A pair of studies, produced in tandem by researchers at NYU Langone Health and Johns-Hopkins University, described a psilocybin trial involving advanced cancer patients (a total of 80). Both teams found that 80% of participants had gained extended relief from the stresses of death after a “single dose” — 0.3 milligrams per kilogram — for more than six months after their psychedelic voyage.
Those patients reported fewer feelings of despair, and greater satisfaction with life despite their terminal status.
Such soothing effects could help people — cancer patients and otherwise — live even longer, Luke also claimed during Tuesday’s presentation. “People have less depression, anxiety, they have less fear about dying, so they feel better able to die or feel more prepared – they feel more open to their death,” he said.
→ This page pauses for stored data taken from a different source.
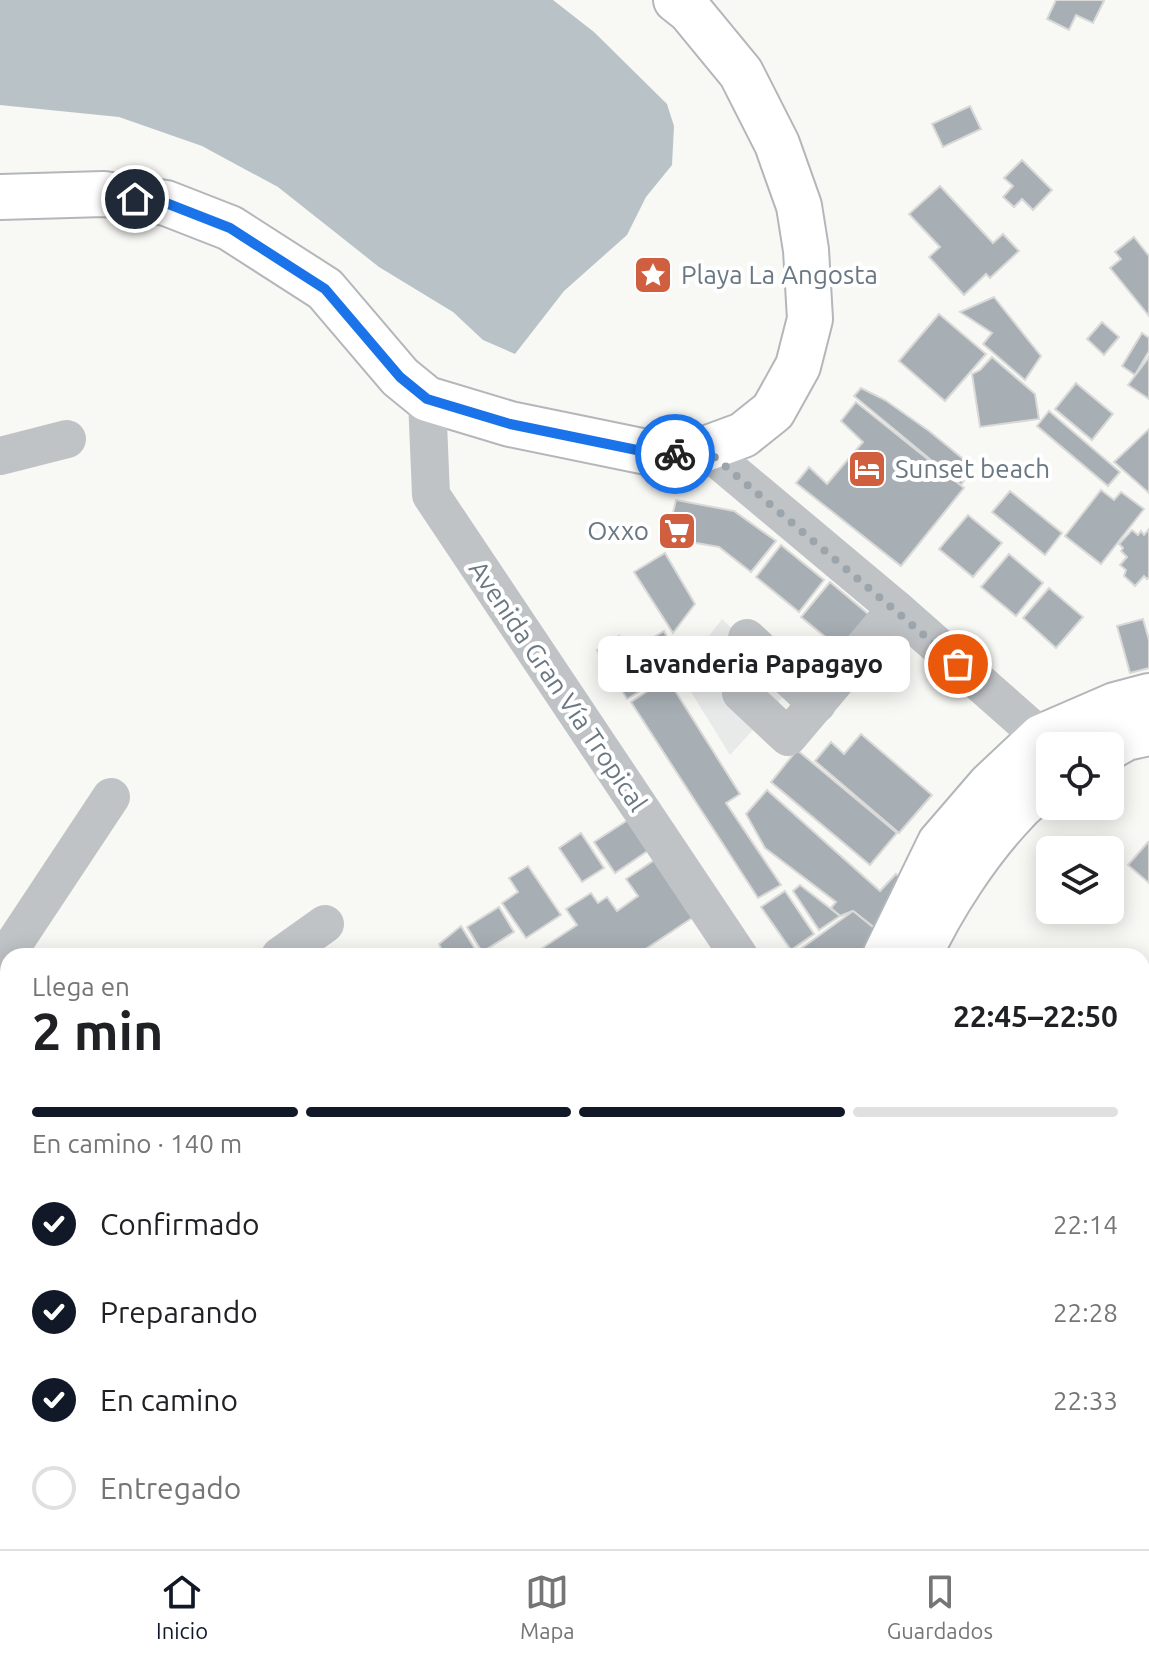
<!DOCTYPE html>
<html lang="es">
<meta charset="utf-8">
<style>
:root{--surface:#fff;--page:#f6f6f6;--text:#202124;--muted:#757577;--line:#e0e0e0;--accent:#111827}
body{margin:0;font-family:Ubuntu,sans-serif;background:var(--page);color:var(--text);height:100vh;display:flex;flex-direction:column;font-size:30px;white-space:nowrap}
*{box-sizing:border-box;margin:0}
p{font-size:26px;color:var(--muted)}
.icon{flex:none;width:44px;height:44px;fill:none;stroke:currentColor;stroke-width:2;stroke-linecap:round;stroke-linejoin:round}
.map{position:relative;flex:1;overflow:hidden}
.drawer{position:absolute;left:0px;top:948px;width:1150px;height:602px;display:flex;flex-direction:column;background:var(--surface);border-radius:24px 24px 0 0;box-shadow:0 4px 20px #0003}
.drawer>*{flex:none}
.tools{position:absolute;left:1036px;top:732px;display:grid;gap:16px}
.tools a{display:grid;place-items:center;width:88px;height:88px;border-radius:12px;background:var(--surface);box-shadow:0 4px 20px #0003;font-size:40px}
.pin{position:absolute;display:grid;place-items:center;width:68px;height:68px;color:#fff;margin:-34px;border:4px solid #fff;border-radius:50%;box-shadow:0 2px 8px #0007}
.courier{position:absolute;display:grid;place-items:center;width:80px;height:80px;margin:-40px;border:6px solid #1a73e8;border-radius:50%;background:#fff;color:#222;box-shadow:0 2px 10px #0007}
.bubble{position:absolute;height:56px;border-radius:12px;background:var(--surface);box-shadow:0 4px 20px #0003;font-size:26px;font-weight:700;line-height:56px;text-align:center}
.headline em{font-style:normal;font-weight:700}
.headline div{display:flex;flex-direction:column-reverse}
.headline{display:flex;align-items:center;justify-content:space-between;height:136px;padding:0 32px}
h1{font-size:52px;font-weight:700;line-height:60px}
.bar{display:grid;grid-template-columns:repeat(4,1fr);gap:12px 8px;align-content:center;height:96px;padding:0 32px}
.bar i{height:10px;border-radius:6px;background:var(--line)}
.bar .active{background:var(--accent)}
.bar p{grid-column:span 4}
ol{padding:0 32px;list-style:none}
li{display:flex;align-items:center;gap:24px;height:88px}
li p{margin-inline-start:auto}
li .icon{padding:8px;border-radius:50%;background:var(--accent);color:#fff;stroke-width:4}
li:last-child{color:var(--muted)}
li i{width:44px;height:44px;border:4px solid var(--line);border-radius:50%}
.menu{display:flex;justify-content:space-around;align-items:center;height:112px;border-top:2px solid var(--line);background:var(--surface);font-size:22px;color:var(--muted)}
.menu a{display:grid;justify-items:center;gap:4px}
.menu .active{color:var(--accent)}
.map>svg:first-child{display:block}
</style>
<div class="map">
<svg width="1149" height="1549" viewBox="0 0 1149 1549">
<rect width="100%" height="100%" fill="#f8f8f5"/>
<path fill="#e8e9e9" d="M722,619L792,687L730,755L680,674Z"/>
<path fill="#b9c3c7" d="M0,0H553L594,32L667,104L674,126L672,165L646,197L627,235L564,291L515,354L483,340L453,312L379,267L278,187L202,146L119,117L0,105Z"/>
<g fill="#a7aeb4" stroke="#d9d9d8" stroke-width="2">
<path d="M1056,0H1101L1104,1L1093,23L1076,15L1069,30L1047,19Z"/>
<path d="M970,106L981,129L943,147L932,124Z"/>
<path d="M1022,160L1052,190L1033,210L1022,199L1014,207L1003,197L1013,186L1004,178Z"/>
<path d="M940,186L993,243L1003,234L1019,251L990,278L986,274L964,295L929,257L940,247L909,214Z"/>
<path d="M1134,237L1149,256V316L1110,268L1121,259L1115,252Z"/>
<path d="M994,297L1041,356L1025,380L983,344L992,333L960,312Z"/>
<path d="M939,314L986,354L945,401L899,361Z"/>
<path d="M1102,322L1119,337L1104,355L1087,339Z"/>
<path d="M1142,333L1149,338V351L1135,375L1122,366Z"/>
<path d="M992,357L1035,394L1039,419L980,427L972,374L980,370Z"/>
<path d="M1149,357V399L1128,385Z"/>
<path d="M1076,383L1113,414L1092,440L1055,409Z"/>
<path d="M861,388L885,400L929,431L973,467L961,485L854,396Z"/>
<path d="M856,402L964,488L901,566L796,483L809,467L827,484L863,442L841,421Z"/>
<path d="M1049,411L1120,472L1108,486L1037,426Z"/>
<path d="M1149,429V493L1114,462Z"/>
<path d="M1101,490L1114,500L1121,492L1144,509L1101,564L1065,536Z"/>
<path d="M1010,491L1062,533L1045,555L992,512Z"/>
<path d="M676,500L734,511L776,541L751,572L719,547L667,538Z"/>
<path d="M968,515L1002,543L973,577L939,549Z"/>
<path d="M1149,529V577L1147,579L1144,576L1135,586L1124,576L1126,570L1120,565L1127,557L1121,551L1123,548L1119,544L1132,530L1138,535L1141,531L1144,535Z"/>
<path d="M781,545L824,580L799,612L756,577Z"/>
<path d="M665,553L695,604L673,633L634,572Z"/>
<path d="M1009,554L1043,583L1016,616L981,587Z"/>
<path d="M830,582L873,618L845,653L801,617Z"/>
<path d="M1049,588L1083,617L1056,648L1023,618Z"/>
<path d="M1143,619L1149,640V668L1130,673L1117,626Z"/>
<path d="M664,631L679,660L649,680L631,651Z"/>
<path d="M619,636L649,686L627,699L597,650Z"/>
<path d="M667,678L740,794L726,803L781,885L758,898L631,702Z"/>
<path d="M861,734L932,795L899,833L815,761L831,742L844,754Z"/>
<path d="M797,750L897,833L870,865L771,782Z"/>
<path d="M767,790L880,891L896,874L904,881L880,932L853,911L840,916L831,908L836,902L765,848L746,814Z"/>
<path d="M631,818L652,848L615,873L594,842Z"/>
<path d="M581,833L604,868L582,882L559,848Z"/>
<path d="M1148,842L1149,843V883L1128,865Z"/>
<path d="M656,859L695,916L635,956H541L538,951L577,925L566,909L591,893L598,903L607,897L617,911L638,896L626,879Z"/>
<path d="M528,866L561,915L526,938L502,903L518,892L509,878Z"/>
<path d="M800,885L840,916L819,930L793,891Z"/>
<path d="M785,891L814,934L791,950L761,907Z"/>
<path d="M499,907L514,932L482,952L467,927Z"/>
<path d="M853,911L884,936L873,956H799L795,953Z"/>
<path d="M461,926L478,954L444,956L439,944Z"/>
<path d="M1149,1030V1070L1142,1061V1035Z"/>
<path d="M8,1434V1478L0,1435Z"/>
<path d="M118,1542H141L142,1549H119Z"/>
<path d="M148,1542H164V1549H149Z"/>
<rect x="168" y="1542" width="38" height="7"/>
<path d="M481,1542H518L520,1547L536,1542H559L561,1549H483Z"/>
<path d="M836,1542H938L940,1545L931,1549H839Z"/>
<path d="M965,1542H1039L1040,1544L1032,1549H985L982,1545L976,1549H970Z"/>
</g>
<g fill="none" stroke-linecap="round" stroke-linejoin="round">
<g stroke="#b3b7ba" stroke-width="48">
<g id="major">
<path d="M0,197L104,194L166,203L230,228L325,289L400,377L427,399L510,424L666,456L705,449L743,435L773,411L798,366L810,319L806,250L799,206L777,144L741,73L690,11L676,0"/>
<path d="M1110,747L1126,738L1149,733"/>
<path d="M885,956L940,843L990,785L1041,737L1115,705L1149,696"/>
<path d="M919,956C942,906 978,851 1016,811C1025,800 1039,792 1050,783"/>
<path d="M755,1542L757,1549"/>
</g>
</g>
<g stroke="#bfc3c6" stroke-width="38">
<path d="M427,399L431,495L739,956"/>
<path d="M705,449L896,609L1041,737"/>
<path d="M0,456L67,439"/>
<path d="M747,638L817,704"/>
<path d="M741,693L788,737L896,609"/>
<path d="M7,954L111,797"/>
<path d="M280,956L325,924"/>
<path d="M0,1262L8,1265"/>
<path d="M1142,1299L1149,1296"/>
<path d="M0,1418L8,1417"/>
<path d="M434,1542L436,1549"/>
<path d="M1086,1542L1091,1549"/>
<path d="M293,1549L306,1544L324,1542"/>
</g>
<use href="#major" stroke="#fff" stroke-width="44"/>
</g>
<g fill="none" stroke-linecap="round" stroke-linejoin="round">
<path stroke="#9ca5ab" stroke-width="8" stroke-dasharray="0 14.4" d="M675,454L705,449L958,664"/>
<path stroke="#1a73e8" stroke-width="10" d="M135,199L166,203L230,228L325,289L400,377L427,399L510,424L666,456L675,454"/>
</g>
<defs>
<g id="sight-square" transform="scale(2)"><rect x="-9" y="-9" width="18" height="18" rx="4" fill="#cf5f3e" stroke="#fff"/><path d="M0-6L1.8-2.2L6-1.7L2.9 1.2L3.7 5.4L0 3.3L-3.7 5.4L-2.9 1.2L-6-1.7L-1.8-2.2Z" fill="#fff"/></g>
<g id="hotel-square" transform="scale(2)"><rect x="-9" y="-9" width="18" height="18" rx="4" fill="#cf5f3e" stroke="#fff"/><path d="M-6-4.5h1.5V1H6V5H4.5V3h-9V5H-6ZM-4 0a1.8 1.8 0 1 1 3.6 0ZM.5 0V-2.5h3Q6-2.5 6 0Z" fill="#fff"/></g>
<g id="supermarket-square" transform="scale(2)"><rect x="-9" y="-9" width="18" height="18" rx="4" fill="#cf5f3e" stroke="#fff"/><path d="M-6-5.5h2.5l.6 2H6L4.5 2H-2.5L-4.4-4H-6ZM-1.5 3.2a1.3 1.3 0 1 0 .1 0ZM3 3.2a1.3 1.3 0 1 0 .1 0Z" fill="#fff"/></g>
</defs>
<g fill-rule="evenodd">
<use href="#sight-square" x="653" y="275"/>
<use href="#hotel-square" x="867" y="469"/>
<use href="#supermarket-square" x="677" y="531"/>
</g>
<g text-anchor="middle" stroke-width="8" stroke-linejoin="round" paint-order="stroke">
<g font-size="26" fill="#6a7883" stroke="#fff" text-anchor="start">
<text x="681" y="284">Playa La Angosta</text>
<text x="895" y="478">Sunset beach</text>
<text x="649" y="540" text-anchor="end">Oxxo</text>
</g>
<g font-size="26" fill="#6a7883" stroke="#fff">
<text transform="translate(558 686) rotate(56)" y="9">Avenida Gran Vía Tropical</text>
</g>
</g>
</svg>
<div class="tools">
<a><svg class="icon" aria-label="locate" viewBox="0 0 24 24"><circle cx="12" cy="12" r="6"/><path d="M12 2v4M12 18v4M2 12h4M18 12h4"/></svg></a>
<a><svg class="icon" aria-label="layers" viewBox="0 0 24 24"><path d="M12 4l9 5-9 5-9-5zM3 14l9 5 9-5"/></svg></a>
</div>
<div class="pin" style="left:958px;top:664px;background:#ea580c"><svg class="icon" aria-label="bag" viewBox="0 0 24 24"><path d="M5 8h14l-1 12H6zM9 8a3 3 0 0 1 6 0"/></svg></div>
<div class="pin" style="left:135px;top:199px;background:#1f2937"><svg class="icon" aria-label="home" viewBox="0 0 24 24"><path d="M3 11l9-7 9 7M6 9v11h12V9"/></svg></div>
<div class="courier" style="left:675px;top:454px"><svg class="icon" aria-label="bike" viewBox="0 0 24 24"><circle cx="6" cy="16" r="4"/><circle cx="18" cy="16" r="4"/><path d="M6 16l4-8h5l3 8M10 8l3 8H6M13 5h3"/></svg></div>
<div class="bubble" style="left:598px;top:636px;width:312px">Lavanderia Papagayo</div>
<section class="drawer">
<div class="headline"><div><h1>2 min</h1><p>Llega en</p></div><em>22:45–22:50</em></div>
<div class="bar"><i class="active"></i><i class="active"></i><i class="active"></i><i></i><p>En camino · 140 m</p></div>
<ol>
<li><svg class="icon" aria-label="check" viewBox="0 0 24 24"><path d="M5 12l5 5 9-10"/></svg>Confirmado<p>22:14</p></li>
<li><svg class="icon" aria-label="check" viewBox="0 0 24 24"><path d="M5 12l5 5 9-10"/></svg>Preparando<p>22:28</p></li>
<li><svg class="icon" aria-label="check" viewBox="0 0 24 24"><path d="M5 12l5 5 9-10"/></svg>En camino<p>22:33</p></li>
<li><i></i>Entregado</li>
</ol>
</section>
</div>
<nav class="menu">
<a class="active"><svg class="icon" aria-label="home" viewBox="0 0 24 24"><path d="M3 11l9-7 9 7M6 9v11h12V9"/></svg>Inicio</a>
<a><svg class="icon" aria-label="map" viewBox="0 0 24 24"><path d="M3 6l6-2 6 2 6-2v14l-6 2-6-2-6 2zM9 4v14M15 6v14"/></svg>Mapa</a>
<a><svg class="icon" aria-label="saved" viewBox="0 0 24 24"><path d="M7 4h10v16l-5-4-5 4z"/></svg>Guardados</a>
</nav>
For now, psilocybin remains federally prohibited, though some states have moved to legalize it for recreational use. But to implement in a clinical setting would require even further infrastructure.
“You would need a specialist team, you need people who are trained in guiding people through psychedelic experiences, but there’s already training out there and I think people who are already working in palliative care who are therapists would be really well suited to that,” said Luke.
“You just need a quiet room with some kind of conducive environment — some mood lighting and maybe a view of nature,” he added.